Robert Spiegel, executive director of Edison Wetlands Association, a nonprofit environmental preservation group, viewed the trust fund as EPA’s leverage to get the companies to cooperate.

“It was EPA’s big stick to get the polluter to the table,” Spiegel said. Now, “since the EPA doesn’t have the funding, it has no teeth because the polluters know EPA is bluffing,” he said.

But others in the environmental community say the downturn in cleanups reflects the Bush administration’s relationship with industry.

“In a situation where you have a very pro-business, pro-industry administration, it is not surprising to see that cost recovery has gone down and that enforcement actions have gone down,” said Alex Fidis, environmental attorney with U.S. PIRG, a public-interest advocacy group.

Since the depletion of the trust fund — which reached $3.8 billion at its peak before running dry in 2003 — Superfund has had to rely on an annual appropriation of $1.2 billion to $1.3 billion in tax dollars and the decreasing amount of money the EPA recovered for cleanups from companies the EPA linked to the sites.

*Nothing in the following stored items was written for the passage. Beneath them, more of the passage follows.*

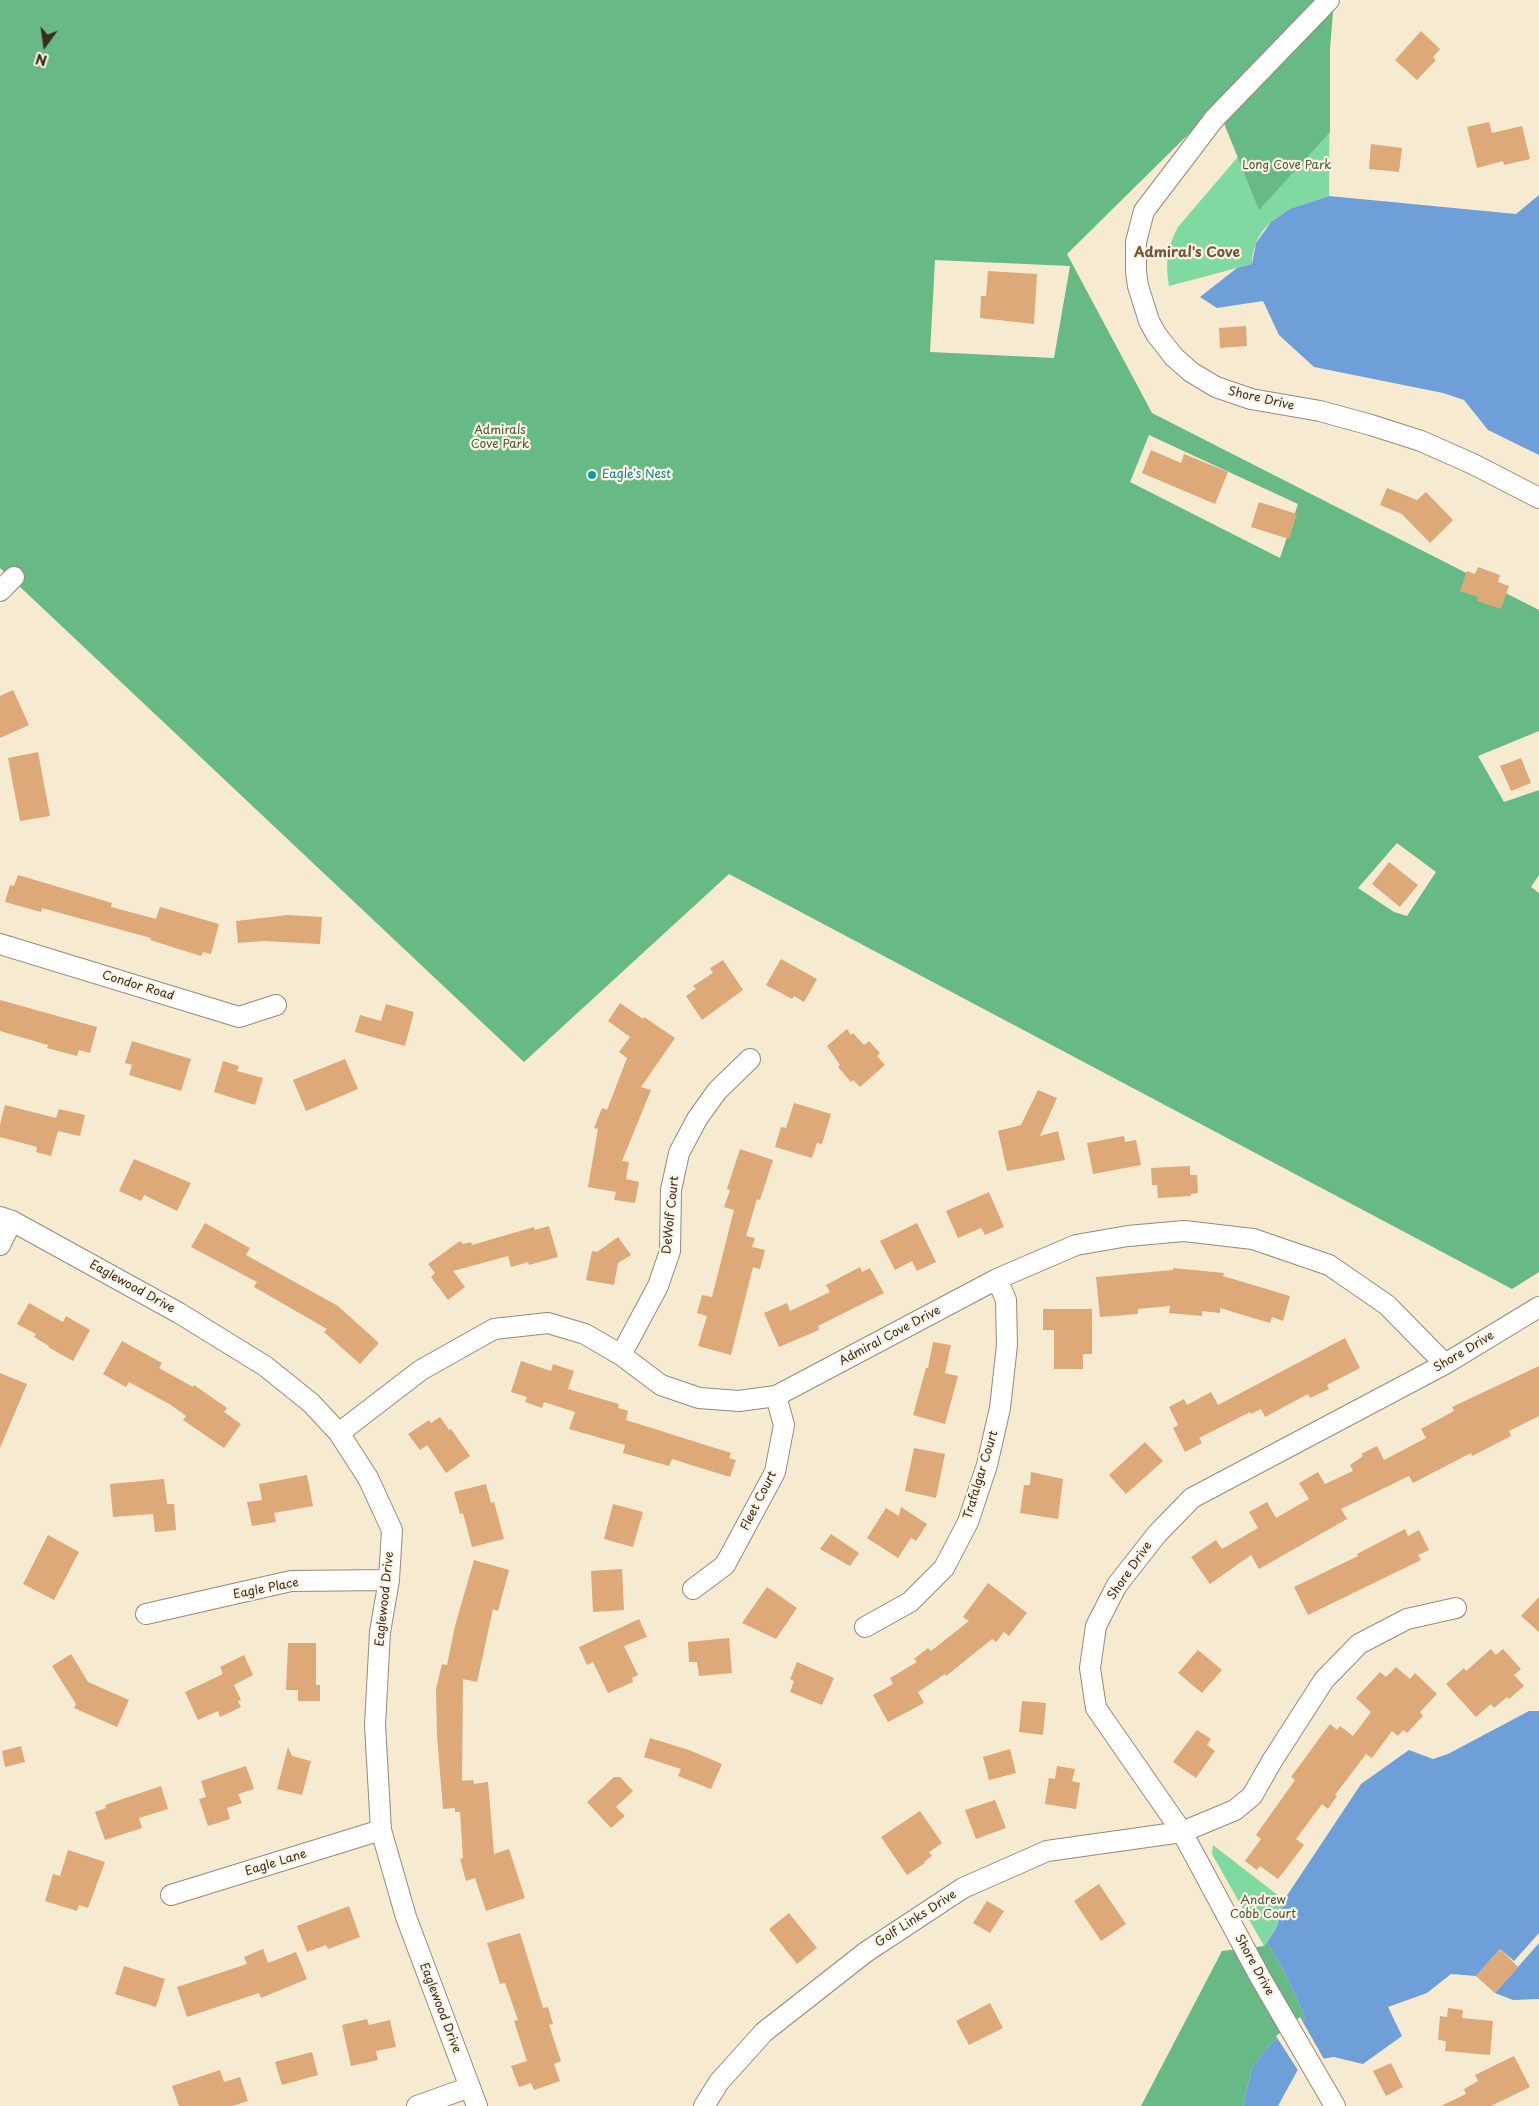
<!DOCTYPE html>
<style>
body{margin:0}
#map{position:relative;width:1539px;height:2106px;overflow:hidden;background:#f6ead1;font-family:"Playpen Sans",sans-serif}
canvas{display:block}
.north{position:absolute;left:20px;top:20px;width:50px;height:50px;-webkit-text-stroke:4px #fcf5e5;paint-order:stroke;rotate:194deg;font-size:14px;font-weight:700;line-height:20px;text-align:center;color:#3b2a1e}
.north::after{content:'';display:block;margin:auto;width:18px;height:22px;background:#3b2a1e;clip-path:polygon(50% 0,100% 100%,50% 72%,0 100%)}
</style>
<div id="map">
<canvas width="1539" height="2106"></canvas>
<div class="north">N</div>
</div>
<script>
const c = document.querySelector('canvas').getContext('2d');
c.lineJoin = 'round';
function fillPath(path, color) { c.fillStyle = color; c.fill(path, 'evenodd'); }
function stroke(path, color, width, dash) { c.strokeStyle = color; c.lineWidth = width; c.lineCap = dash ? 'butt' : 'round'; c.setLineDash(dash || []); c.stroke(path); }
function label(font, color, halo, rows, align = 'center') {
  c.font = font + ' "Playpen Sans",sans-serif'; c.lineWidth = 4.5; c.setLineDash([]); c.textBaseline = 'middle'; c.strokeStyle = halo; c.fillStyle = color; for (const [text, x, y, turn = 0] of rows) {
    c.save(); c.translate(x, y); c.rotate((+turn || 0) * Math.PI / 180); c.textAlign = isNaN(turn) ? turn : align; if (halo) c.strokeText(text, 0, 0); c.fillText(text, 0, 0); c.restore();
  }
}
fillPath(new Path2D(`
 M1330,49L1329,196C1293,208 1254,218 1252,264L1169,286C1165,264 1167,247 1178,227Z
 M1213,1845L1284,1900L1277,1927L1264,1946L1212,1854Z`), '#7fd9a0');
fillPath(new Path2D(`
 M0,0H1334L1330,49V132L1259,210L1217,106L1067,254L1152,413L1539,610V731L1478,756L1504,802L1539,790V875L1531,887L1539,893V1272L1512,1289L729,874L524,1062L0,568ZM935,260L1070,266L1054,358L930,352ZM1149,435L1298,504L1280,558L1130,482ZM1397,843L1436,872L1407,916L1394,912L1358,888Z
 M1267,1942L1284,1971L1305,2017L1270,2044L1252,2068L1243,2106H1141L1222,1951L1264,1946Z`), '#67b986');
fillPath(new Path2D(`
 M1539,195V455L1488,430L1464,400L1443,393L1314,367L1279,335L1263,301L1217,308L1200,297L1237,268L1252,264L1256,243L1271,222L1290,209L1329,196L1516,214Z
 M1529,1711H1539V1999L1513,2000L1495,1993L1476,1976L1451,1974L1427,1993L1388,2007L1402,2036L1363,2064L1334,2057L1302,2062L1278,2106H1243L1252,2068L1270,2044L1305,2017L1284,1971L1267,1942L1277,1927L1284,1900L1361,1784L1409,1750L1433,1759L1448,1754Z`), '#6f9fd8');
fillPath(new Path2D(`
 M1539,1933V1943L1495,1993L1476,1976L1500,1949L1514,1961Z
 M1300,2017L1325,2061L1303,2064L1299,2072L1276,2036Z`), '#f6ead1');
fillPath(new Path2D(`
 M1421,31L1440,49L1433,57L1436,60L1417,80L1395,60Z
 M1489,122L1492,133L1522,126L1530,159L1504,165L1503,161L1477,168L1467,127Z
 M1371,144L1402,148L1399,172L1369,169Z
 M988,271L1037,274L1034,324L980,318L981,296H986Z
 M1246,326L1247,346L1220,348L1219,328Z
 M1151,450L1181,463L1184,454L1228,472L1215,504L1142,473Z
 M1387,488L1417,500L1426,492L1453,520L1430,543L1402,514L1380,505Z
 M1259,502L1297,514L1289,539L1251,527Z
 M1478,567L1500,575L1498,582L1509,586L1501,609L1477,601L1478,597L1460,591L1467,571L1475,574Z
 M13,690L29,725L0,738V696Z
 M38,752L50,816L20,821L8,758Z
 M1521,758L1531,783L1511,791L1500,766Z
 M1389,862L1418,885L1400,907L1372,884Z
 M18,875L112,903L111,907L156,919L160,907L219,924L211,954L203,952L201,956L150,940L151,938L42,908L41,912L5,902L10,885L14,886Z
 M288,915L322,917L320,944L264,941L238,943L236,921Z
 M781,959L817,979L804,1002L794,996L792,999L766,985Z
 M723,960L743,990L702,1020L686,996L696,989L693,986L713,973L710,968Z
 M0,1000L97,1027L90,1053L79,1050L77,1056L47,1048L48,1045L0,1031Z
 M620,1003L643,1019L644,1017L675,1038L641,1087L651,1090L622,1161L629,1162L626,1179L639,1182L635,1203L614,1200L616,1192L588,1187L598,1129L594,1128L602,1108L607,1110L627,1058L619,1052L630,1037L608,1021Z
 M386,1004L414,1012L405,1046L355,1032L360,1015L381,1021Z
 M847,1029L851,1035L853,1033L864,1045L869,1041L880,1053L877,1056L885,1065L860,1087L853,1080L851,1082L838,1067L840,1065L827,1046Z
 M132,1041L191,1059L181,1091L129,1075L132,1065L125,1063Z
 M345,1059L358,1089L306,1111L293,1080Z
 M223,1061L239,1066L237,1071L263,1078L255,1105L214,1092Z
 M1038,1090L1057,1098L1040,1136L1058,1131L1065,1160L1007,1171L998,1131L1021,1125Z
 M794,1103L831,1114L822,1144L817,1143L812,1158L775,1147L781,1127L786,1128Z
 M5,1105L56,1118L59,1109L85,1115L80,1136L58,1131L51,1156L36,1152L37,1147L0,1137V1125Z
 M1124,1136L1125,1142L1136,1140L1141,1165L1093,1174L1087,1143Z
 M740,1149L773,1160L760,1200L757,1199L746,1236L755,1238L752,1247L765,1250L760,1269L753,1267L731,1355L698,1346L707,1316L697,1313L702,1295L712,1297L734,1210L724,1207L730,1190L727,1189Z
 M134,1159L191,1183L177,1211L144,1195L141,1201L119,1191Z
 M1190,1166V1175H1197L1198,1193L1191,1194V1196L1158,1198L1157,1185H1152L1151,1168Z
 M989,1192L1004,1227L985,1235L981,1228L958,1238L946,1211Z
 M205,1223L250,1248L246,1255L338,1306L379,1343L360,1364L324,1332L327,1329L254,1287L257,1282L191,1247Z
 M917,1223L936,1262L917,1271L912,1261L895,1270L880,1241Z
 M549,1226L558,1257L529,1265L528,1262L511,1267L508,1256L453,1271L465,1287L448,1300L431,1277L435,1273L428,1264L460,1241L463,1244L471,1242L472,1245L534,1227L535,1230Z
 M618,1237L631,1255L618,1263L614,1285L586,1280L592,1251L597,1252Z
 M860,1267L862,1272L870,1268L884,1293L818,1326L819,1330L779,1347L764,1313L787,1303L790,1311L830,1292L826,1285Z
 M1173,1268L1224,1273L1223,1276L1290,1296L1283,1321L1272,1317L1270,1323L1220,1308V1313L1202,1311V1316L1169,1313L1170,1306L1138,1309V1314L1100,1317L1096,1277L1173,1270Z
 M29,1303L63,1322L66,1316L90,1330L73,1361L48,1347L49,1346L34,1337L36,1334L17,1324Z
 M1043,1309H1092V1354H1083V1369H1054V1330H1043Z
 M1345,1338L1360,1368L1327,1385L1329,1389L1310,1398L1308,1394L1265,1417L1261,1409L1251,1414L1250,1412L1199,1438L1202,1443L1185,1452L1173,1428L1178,1425L1169,1407L1184,1399L1187,1405L1211,1392L1218,1405Z
 M122,1341L162,1363L159,1368L193,1387L194,1385L227,1408L224,1412L241,1424L224,1448L183,1420L186,1416L171,1405L129,1382L126,1387L103,1374Z
 M933,1342L951,1345L945,1373L958,1376L945,1424L913,1415L926,1368H928Z
 M521,1361L551,1371L553,1364L574,1371L568,1389L619,1404L618,1408L628,1411L626,1420L731,1453L729,1458L736,1460L730,1477L672,1459L669,1466L623,1453L625,1445L569,1429L575,1412L544,1402L542,1408L525,1402L527,1397L511,1392Z
 M1539,1366V1416L1509,1431L1511,1436L1472,1456L1471,1453L1413,1483L1409,1476L1341,1509L1347,1519L1259,1569L1251,1555L1210,1584L1191,1557L1216,1540L1222,1549L1258,1528L1249,1512L1267,1502L1276,1518L1309,1499L1299,1483L1318,1472L1325,1484L1353,1471L1350,1465L1363,1456L1361,1454L1377,1446L1384,1460L1426,1438L1421,1429L1454,1411L1452,1407Z
 M0,1373L27,1384L0,1448Z
 M440,1417L449,1430L451,1429L470,1456L446,1473L427,1445L420,1450L408,1434L429,1420L431,1423Z
 M1145,1442L1163,1461L1126,1494L1109,1475Z
 M914,1448L945,1454L936,1498L905,1491Z
 M1031,1472L1063,1479L1058,1519L1020,1513L1024,1485H1030Z
 M307,1475L313,1506L274,1513L276,1522L252,1526L247,1502L262,1500L259,1484Z
 M164,1479L167,1504H174L176,1530L155,1532L153,1514L113,1517L110,1484Z
 M486,1484L491,1503L494,1502L504,1539L472,1547L463,1513L460,1514L454,1492Z
 M613,1504L643,1512L633,1547L604,1539Z
 M901,1507L927,1524L916,1541L911,1538L898,1558L867,1538L886,1508L899,1516Z
 M1405,1529L1408,1536L1419,1530L1429,1550L1418,1555L1421,1560L1308,1615L1294,1587L1358,1556L1357,1554Z
 M831,1534L859,1553L850,1566L820,1549Z
 M48,1535L79,1552L54,1600L23,1584Z
 M474,1560L509,1570L498,1611L493,1609L477,1682L463,1679L462,1781L473,1780L474,1784L488,1782L494,1854L509,1849L525,1898L486,1911L475,1878L466,1881L460,1859L463,1858L460,1812H455V1808L443,1809L437,1736L436,1689L442,1664L447,1665L455,1626Z
 M622,1569L624,1610L593,1612L591,1571Z
 M988,1583L1027,1613L1009,1636L1004,1632L996,1642L992,1639L946,1676L945,1674L918,1692L924,1703L888,1722L873,1695L893,1684L890,1678L917,1662L914,1659L928,1648L931,1651L969,1621L963,1617Z
 M767,1587L797,1608L776,1639L742,1623Z
 M1539,1597V1632L1521,1616Z
 M639,1619L647,1637L624,1646L638,1675L632,1678L633,1682L608,1693L593,1662L587,1665L579,1647Z
 M729,1638L732,1673L699,1676L697,1662H689L688,1642Z
 M288,1643H316V1685H320V1701H298V1690H286Z
 M1491,1649L1496,1655L1503,1649L1521,1669L1514,1675L1524,1686L1509,1699L1507,1697L1494,1708L1491,1704L1476,1717L1446,1684L1464,1668L1466,1671Z
 M1198,1650L1222,1670L1202,1693L1178,1673Z
 M71,1654L88,1682L129,1700L117,1727L74,1708L76,1704L52,1666Z
 M244,1655L253,1675L234,1685L241,1700L238,1701L241,1707L220,1717L218,1711L198,1720L185,1692L223,1674L220,1667Z
 M797,1662L834,1678L822,1705L790,1692L794,1681L790,1679Z
 M1396,1667L1410,1679L1415,1673L1437,1694L1420,1712L1423,1716L1407,1733L1403,1730L1398,1736L1392,1731L1372,1758L1366,1754L1335,1795L1337,1796L1328,1809L1322,1804L1296,1839L1304,1845L1278,1879L1260,1866L1257,1870L1245,1861L1261,1839L1256,1835L1295,1780L1291,1777L1330,1724L1337,1730L1340,1726L1353,1736L1371,1712L1356,1698L1380,1672L1386,1677Z
 M1022,1701L1046,1703L1043,1735L1019,1732Z
 M1197,1730L1211,1739L1207,1745L1215,1751L1196,1778L1173,1762Z
 M650,1738L689,1750L722,1764L711,1789L678,1776L681,1769L644,1757Z
 M21,1746L25,1762L5,1767L2,1751Z
 M288,1747L292,1756L311,1761L302,1795L277,1789Z
 M1010,1749L1016,1773L989,1780L983,1757Z
 M246,1766L254,1789L238,1794L242,1803L227,1808L230,1819L208,1826L199,1799L206,1797L201,1781Z
 M1057,1766L1075,1769L1072,1781L1080,1783L1076,1809L1045,1804L1049,1778L1055,1779Z
 M614,1777H620L633,1791L616,1807L625,1816L611,1828L587,1802Z
 M161,1786L168,1809L139,1818L142,1828L105,1840L95,1812L106,1808L105,1805Z
 M995,1800L1006,1828L976,1839L965,1810Z
 M920,1811L942,1843L929,1852L932,1856L924,1862L925,1863L907,1875L881,1837Z
 M68,1850L105,1862L88,1908L79,1905L77,1911L45,1901L53,1874L60,1876Z
 M1099,1884L1126,1924L1101,1941L1074,1901Z
 M987,1901L1004,1911L990,1933L973,1923Z
 M349,1906L360,1937L328,1949L326,1945L307,1952L297,1926Z
 M789,1913L817,1948L797,1964L769,1929Z
 M520,1933L543,2008L548,2007L553,2024L549,2025L561,2061L554,2064L560,2081L534,2090L531,2083L519,2087L511,2066L527,2061L514,2021L518,2020L505,1983L500,1984L487,1943Z
 M263,1949L268,1963L296,1952L307,1979L261,1998L259,1993L187,2017L177,1987L247,1964L244,1957Z
 M1500,1949L1518,1967L1495,1993L1476,1976Z
 M124,1966L165,1979L156,2007L115,1994Z
 M990,2003L1003,2028L969,2045L956,2021Z
 M1448,2008L1463,2010L1462,2018L1493,2021L1490,2055L1445,2051L1446,2041L1438,2040L1440,2016L1447,2017Z
 M367,2019L369,2025L390,2020L396,2047L376,2051L378,2060L351,2066L342,2025Z
 M312,2052L318,2075L282,2085L275,2062Z
 M1514,2056L1530,2087L1491,2106H1441L1466,2094L1464,2089L1478,2081L1475,2075Z
 M1391,2063L1403,2087L1386,2096L1373,2071Z
 M220,2070L224,2082L240,2077L248,2101L232,2106H179L172,2086Z`), '#dda978');
const street = new Path2D(`
 M1329,0L1214,119L1144,211L1136,242V272L1138,286L1149,321L1156,334L1174,357L1191,372L1216,387L1251,399L1320,411L1371,425L1421,441L1473,464L1539,498
 M0,591L14,577
 M0,944L239,1017L276,1005
 M0,1217L12,1221L179,1313L265,1366L311,1403L339,1433L368,1478L392,1530L389,1580L380,1632L375,1725L381,1830L406,1917L477,2106
 M0,1245L12,1221
 M621,1355L658,1286L670,1251L671,1190L679,1153L697,1119L717,1091L750,1059
 M339,1433L421,1370L494,1329L548,1323L585,1334L621,1355L661,1385L699,1398L739,1401L776,1396L997,1279L1076,1245L1128,1236L1184,1231L1253,1239L1329,1265L1387,1305L1445,1364
 M693,1589L725,1565L775,1472L784,1425L776,1396
 M146,1614L291,1581L389,1580
 M865,1627L910,1602L944,1568L968,1522L987,1465L1000,1408L1007,1345L1006,1300L997,1279
 M171,1895L381,1830
 M417,2106L470,2087
 M704,2106L719,2082L764,2032L866,1952L963,1888L1047,1851L1182,1832L1235,1810L1252,1796L1272,1761L1324,1680L1359,1644L1407,1619L1456,1608
 M1335,2106L1260,1977L1182,1832L1096,1708L1090,1668L1096,1626L1117,1585L1157,1534L1192,1498L1445,1364L1539,1307`);
stroke(street, '#988a78', 22);
stroke(street, '#fff', 20);
for (const [x, y, r, color] of [
 [592,475,5,"#0f9aa8"]
]) { const dot = new Path2D(); dot.arc(x, y, r, 0, 2 * Math.PI); c.fillStyle = color; c.fill(dot); stroke(dot, '#fcf5e5', 2); }
label('12px', '#4c563e', '#fcf5e5', [
 ["Long Cove Park",1287,166],
 ["Admirals",500,431],
 ["Cove Park",500,445],
 ["Andrew",1263,1901],
 ["Cobb Court",1263,1915]
]);
label('12px', '#3b2a1e', '#fcf5e5', [
 ["Shore Drive",1261,399,13],
 ["Condor Road",138,986,17],
 ["DeWolf Court",671,1215,-84],
 ["Eaglewood Drive",132,1287,29],
 ["Admiral Cove Drive",890,1336,-28],
 ["Shore Drive",1464,1352,-31],
 ["Trafalgar Court",981,1475,-73],
 ["Fleet Court",759,1501,-63],
 ["Shore Drive",1130,1571,-55],
 ["Eagle Place",266,1589,-11],
 ["Eaglewood Drive",385,1599,-84],
 ["Eagle Lane",276,1863,-17],
 ["Golf Links Drive",916,1919,-33],
 ["Shore Drive",1254,1965,61],
 ["Eaglewood Drive",440,2008,69]
]);
label('12px', '#0d838f', '#fcf5e5', [
 ["Eagle's Nest",602,475]
], 'left');
label('bold 14px', '#74563e', '#fcf5e5', [
 ["Admiral's Cove",1187,253]
]);
</script>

In the later years of his administration, Clinton tried unsuccessfully to reinstate the tax on polluters that had sustained the trust fund. While Bush did not try to revive it, he did attempt to increase the Superfund budget by $150 million in 2004. Ultimately, the Republican-controlled Congress increased the Superfund budget by $100 million.

According to a 2005 EPA Superfund accomplishments report, cleanups at nine sites were unable to begin because of funding issues. In 2006, cleanups at six sites were stalled because of funding.

In 2006, Bush called for a $7 million cut in the remedial action portion of the Superfund program, the part that pays for cleanup; in 2007, the president again called for a $7 million cut to the program as a whole.